Wise Women



This picture caught my attention, I love the deeper undertones and stitches within the stories of our maternal lineage that it speaks to.  I had read something recently on the fact that half of our essence in oocyte (pre-egg) form was present inside our mother’s ovaries while she herself was still inside her mother’s womb.  Meaning our primordial cells were subjected to the internal environment of our grandmothers, however hospitable that be, very much depending on what was at play in their outer world.  Take that back a generation or two and think of how half of our mother’s and grandmother’s blueprint was formed within our great grandmothers and great great grandmothers 100+ years ago.
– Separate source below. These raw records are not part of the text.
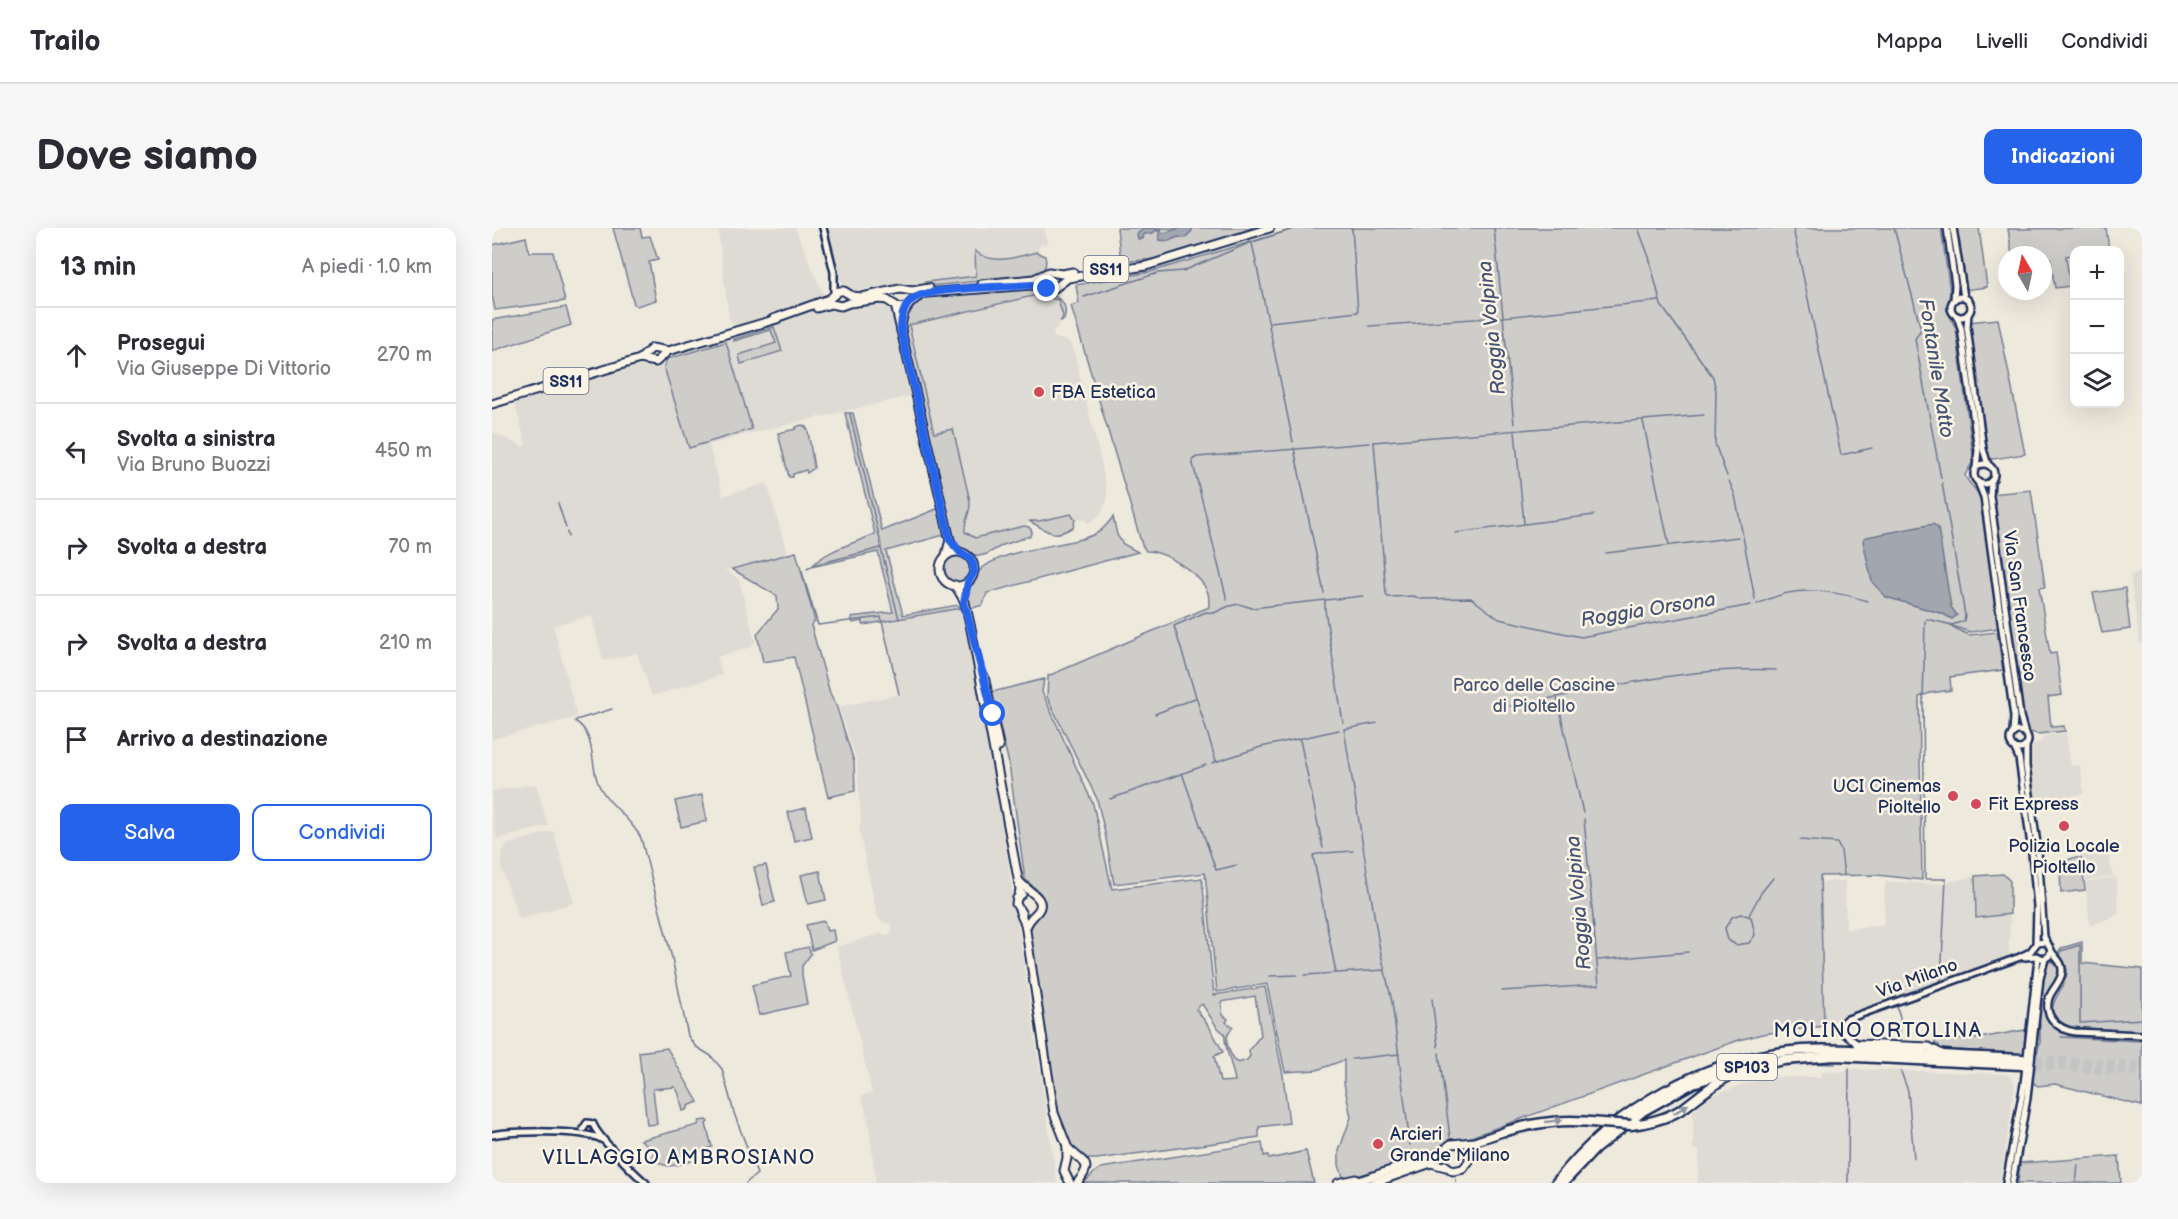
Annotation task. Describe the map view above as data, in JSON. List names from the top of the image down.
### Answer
{
  "streets": {
    "highway": ["SP103"],
    "main road": ["SS11"],
    "street": ["Via San Francesco", "Via Milano"]
  },
  "districts": ["MOLINO ORTOLINA", "VILLAGGIO AMBROSIANO"],
  "water": ["Roggia Volpina", "Fontanile Matto", "Roggia Orsona"],
  "parks": ["Parco delle Cascine di Pioltello"],
  "places": [
    "FBA Estetica",
    "UCI Cinemas Pioltello",
    "Fit Express",
    "Polizia Locale Pioltello",
    "Arcieri Grande Milano"
  ],
  "north": "top",
  "page": {
    "header": "Trailo",
    "nav": ["Mappa", "Livelli", "Condividi"],
    "buttons": [
      "Indicazioni",
      ["Salva", "Condividi"]
    ],
    "title": "Dove siamo",
    "heading": ["13 min", "A piedi · 1.0 km"],
    "map_buttons": ["+", "−"],
    "list": [
      ["Prosegui", "Via Giuseppe Di Vittorio", "270 m"],
      ["Svolta a sinistra", "Via Bruno Buozzi", "450 m"],
      ["Svolta a destra", "70 m"],
      ["Svolta a destra", "210 m"],
      "Arrivo a destinazione"
    ]
  }
}
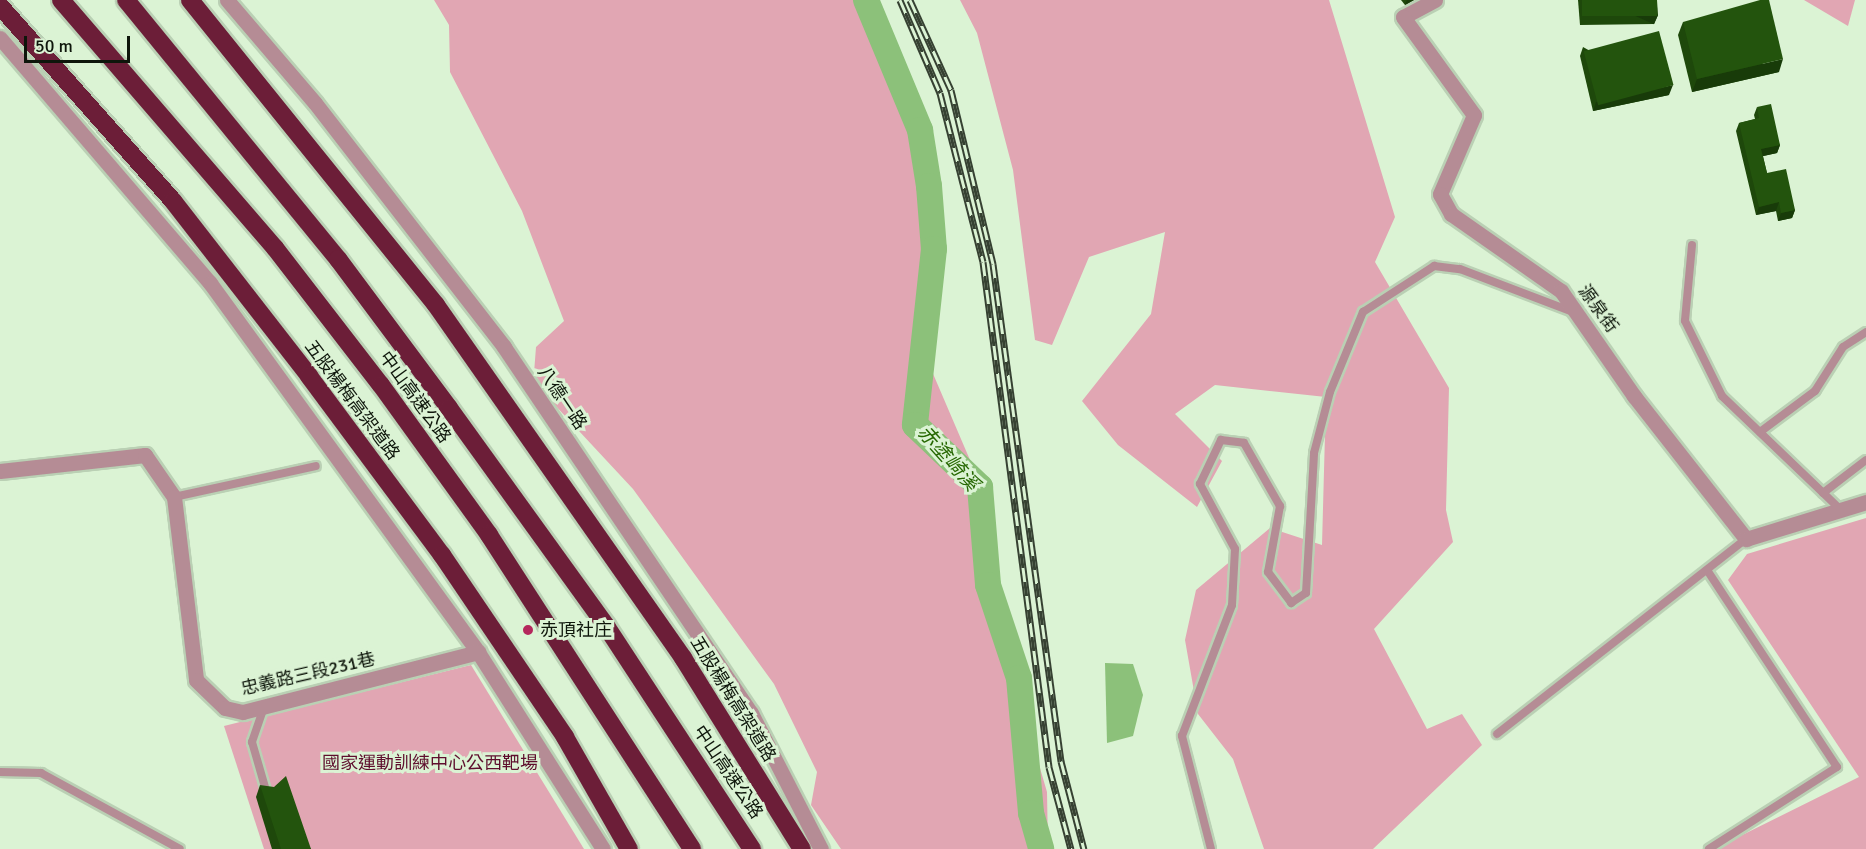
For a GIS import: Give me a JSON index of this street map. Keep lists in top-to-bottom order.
{
  "streets": {
    "highway": ["中山高速公路", "五股楊梅高架道路"],
    "street": ["源泉街", "八德一路", "忠義路三段231巷"]
  },
  "water": ["赤塗崎溪"],
  "parks": ["國家運動訓練中心公西靶場"],
  "places": ["赤頂社庄"],
  "scale_bar": "50 m"
}
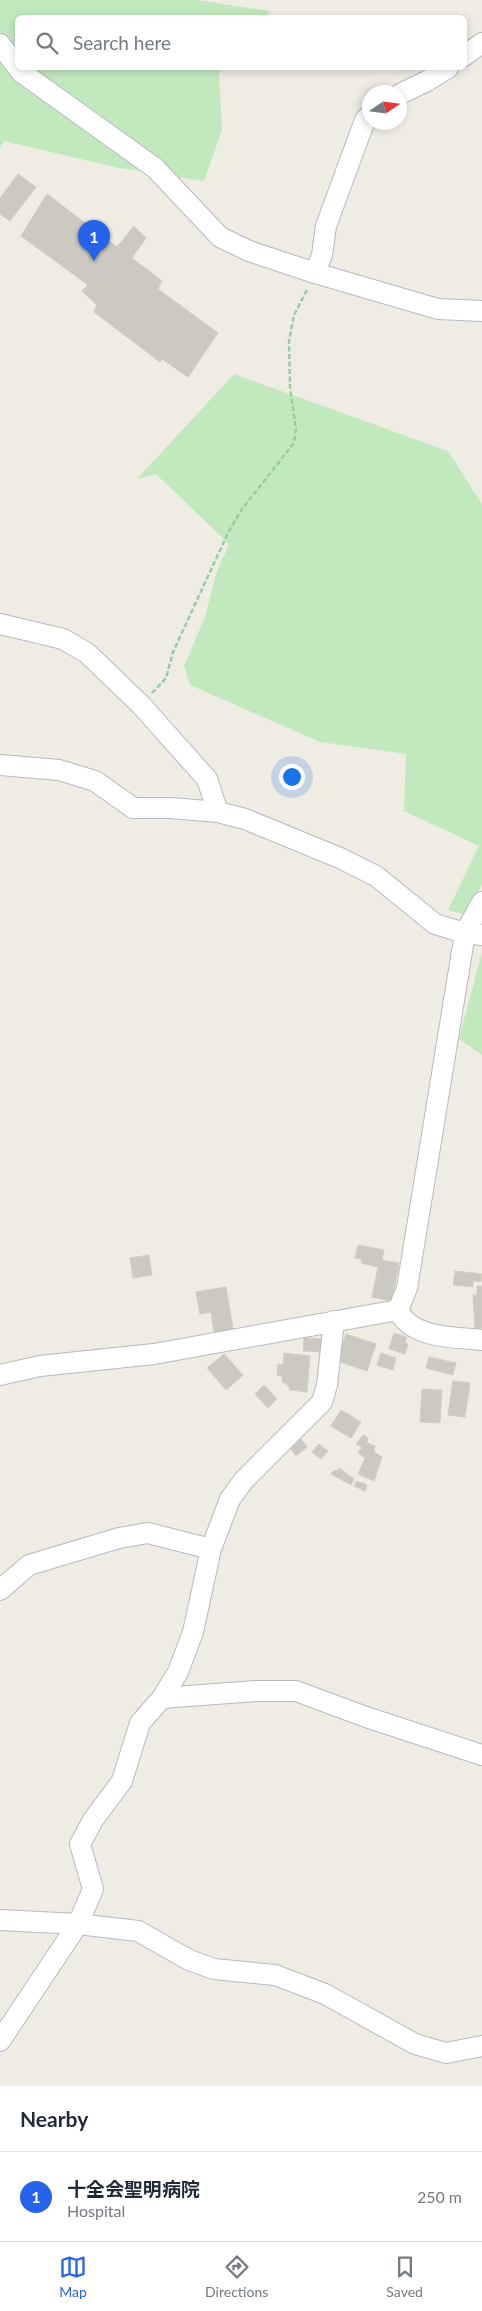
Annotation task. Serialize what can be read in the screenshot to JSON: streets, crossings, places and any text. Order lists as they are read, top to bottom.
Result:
{
  "north": "right",
  "page": {
    "search": "Search here",
    "pins": "1",
    "heading": "Nearby",
    "list": [
      {
        "mark": "1",
        "name": "十全会聖明病院",
        "note": "Hospital",
        "value": "250 m"
      }
    ],
    "nav": ["Map", "Directions", "Saved"]
  }
}
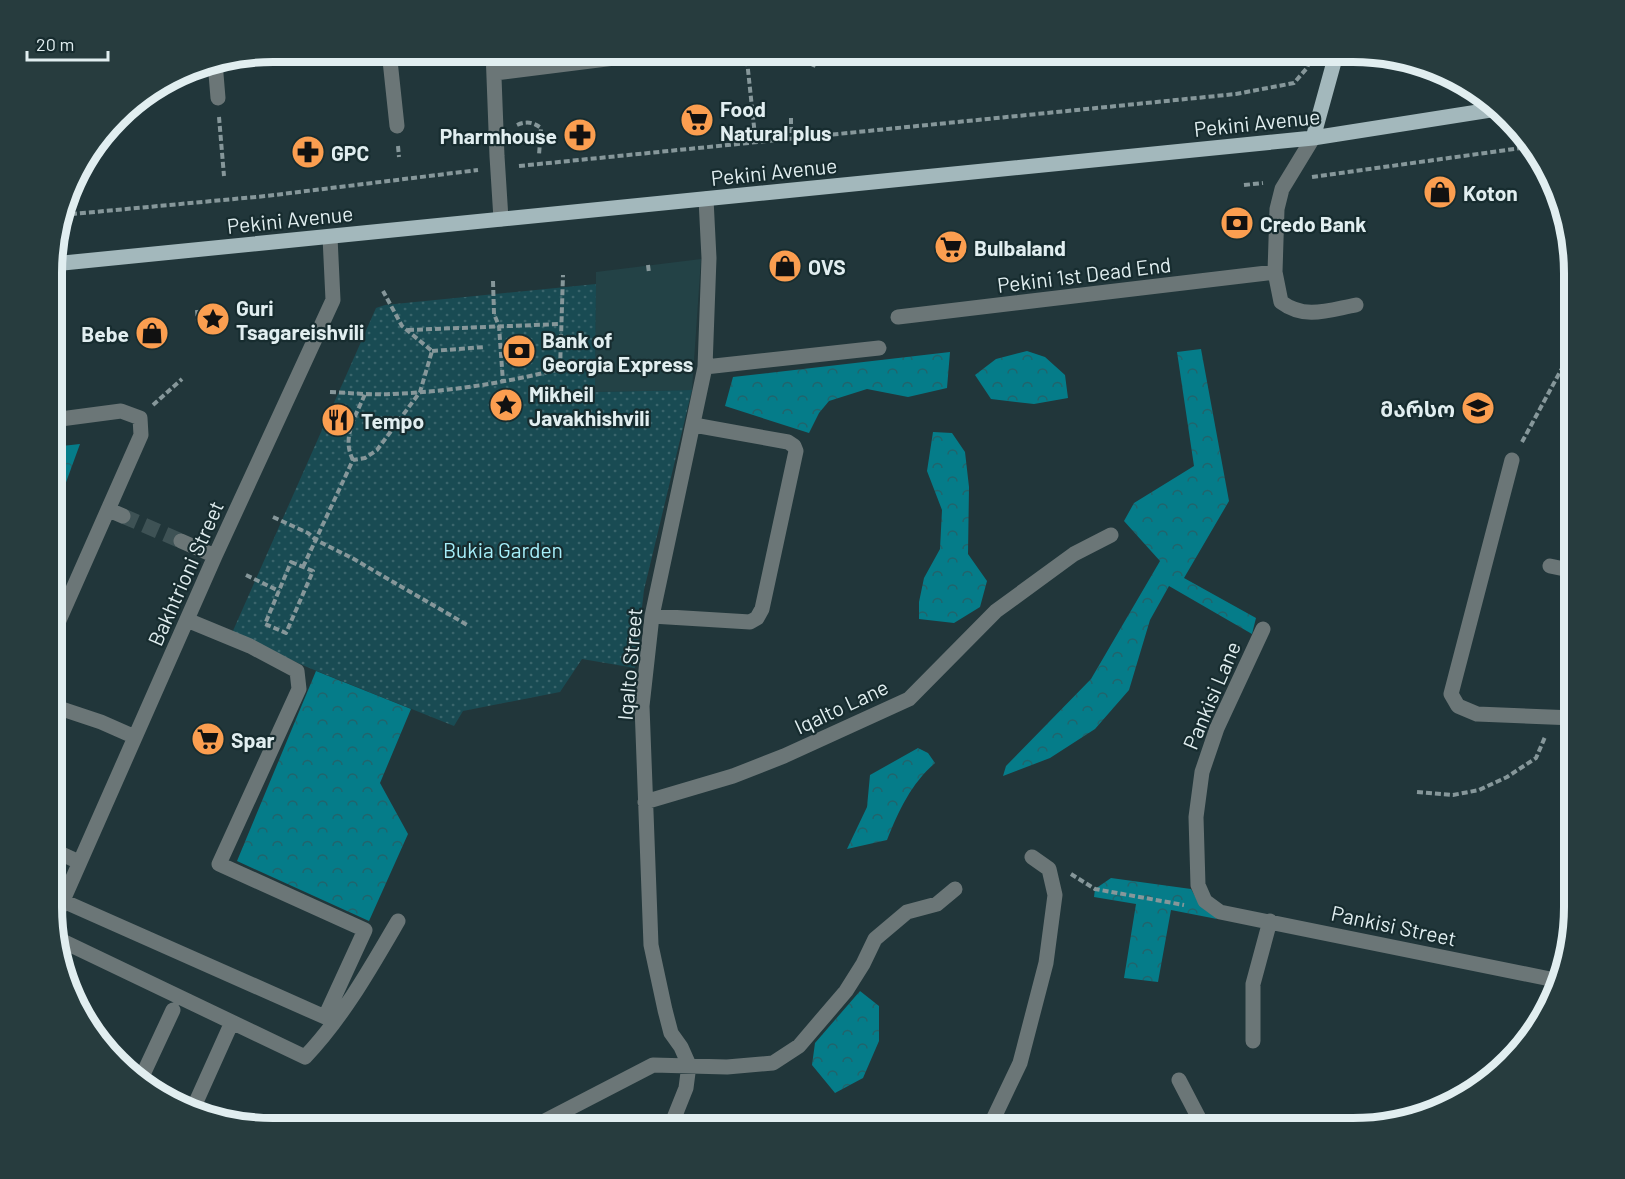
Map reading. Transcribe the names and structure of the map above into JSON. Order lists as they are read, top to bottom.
{
  "streets": {
    "main road": ["Pekini Avenue"],
    "street": [
      "Pekini 1st Dead End",
      "Bakhtrioni Street",
      "Iqalto Street",
      "Pankisi Lane",
      "Iqalto Lane",
      "Pankisi Street"
    ]
  },
  "crossings": [
    ["Pekini Avenue", "Bakhtrioni Street"],
    ["Pekini Avenue", "Iqalto Street"],
    ["Iqalto Street", "Iqalto Lane"],
    ["Pankisi Lane", "Pankisi Street"]
  ],
  "parks": ["Bukia Garden"],
  "places": {
    "supermarket": ["Food Natural plus", "Bulbaland", "Spar"],
    "pharmacy": ["Pharmhouse", "GPC"],
    "shop": ["Koton", "OVS", "Bebe"],
    "bank": ["Credo Bank", "Bank of Georgia Express"],
    "place": ["Guri Tsagareishvili", "Mikheil Javakhishvili"],
    "school or university": ["მარსო"],
    "restaurant": ["Tempo"]
  },
  "scale_bar": "20 m"
}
One of the studies I recall from University days examined maternal behaviour in sheep and how this is impacted by genetics and epigenetics (how environmental factors affect genetic expression).   High licking and grooming female sheep are noted as having superior maternal qualities and go on to produce the next generation of high licking and grooming ewes, which is also linked to increased levels of estradiol within the blood.  Interestingly if lambs from mothers not showing such high maternal instincts were adopted by ewes that did, the lambs would grow up to exhibit this behaviour, as did the next generation, therefore presumably switching on the particular genetic expression of high plasma estradiol post-partum amongst other factors.


Applying this to my own life, my own maternal Gran was brought up by her mother quite isolated from other family members while her father worked away at sea.  Unfortunately when Gran was seven, my great-Gran was placed into a secure psychiatric hospital due to mild depression and perhaps other unknown mental imbalances.  In the 1920s, I can only imagine the conditions and treatments she may have been subjected to in such an environment.  My Gran never saw her mother again even though she was later discharged when my Gran was a grown woman.  Gran was sent to Scotland to live with her paternal grandmother and aunties who she did truly adore and spoke of often.  Having a daughter of almost seven myself, it makes my chest hurt to think of the heartache and trauma that this separation would have created and was deeply imprinted within my maternal lineage.  In spite of this, my mum and I were blessed with a close bond with my Gran and each other.


I recently spent a few days with some maternal cousins and aunties and it made me think again of Gran.  She passed away at 95 in May 2016 and I cried for about a month.  It was a challenging time for me personally with huge changes happening in my life and mourning the loss of my Gran seemed to trigger a more massive purge of deep emotions inside of me.  I was painting my living room at the time, in the house that both sets of my grandparents had lived in before me and I poured all my emotions and love into the strokes of purple paint, curiously her favourite colour.  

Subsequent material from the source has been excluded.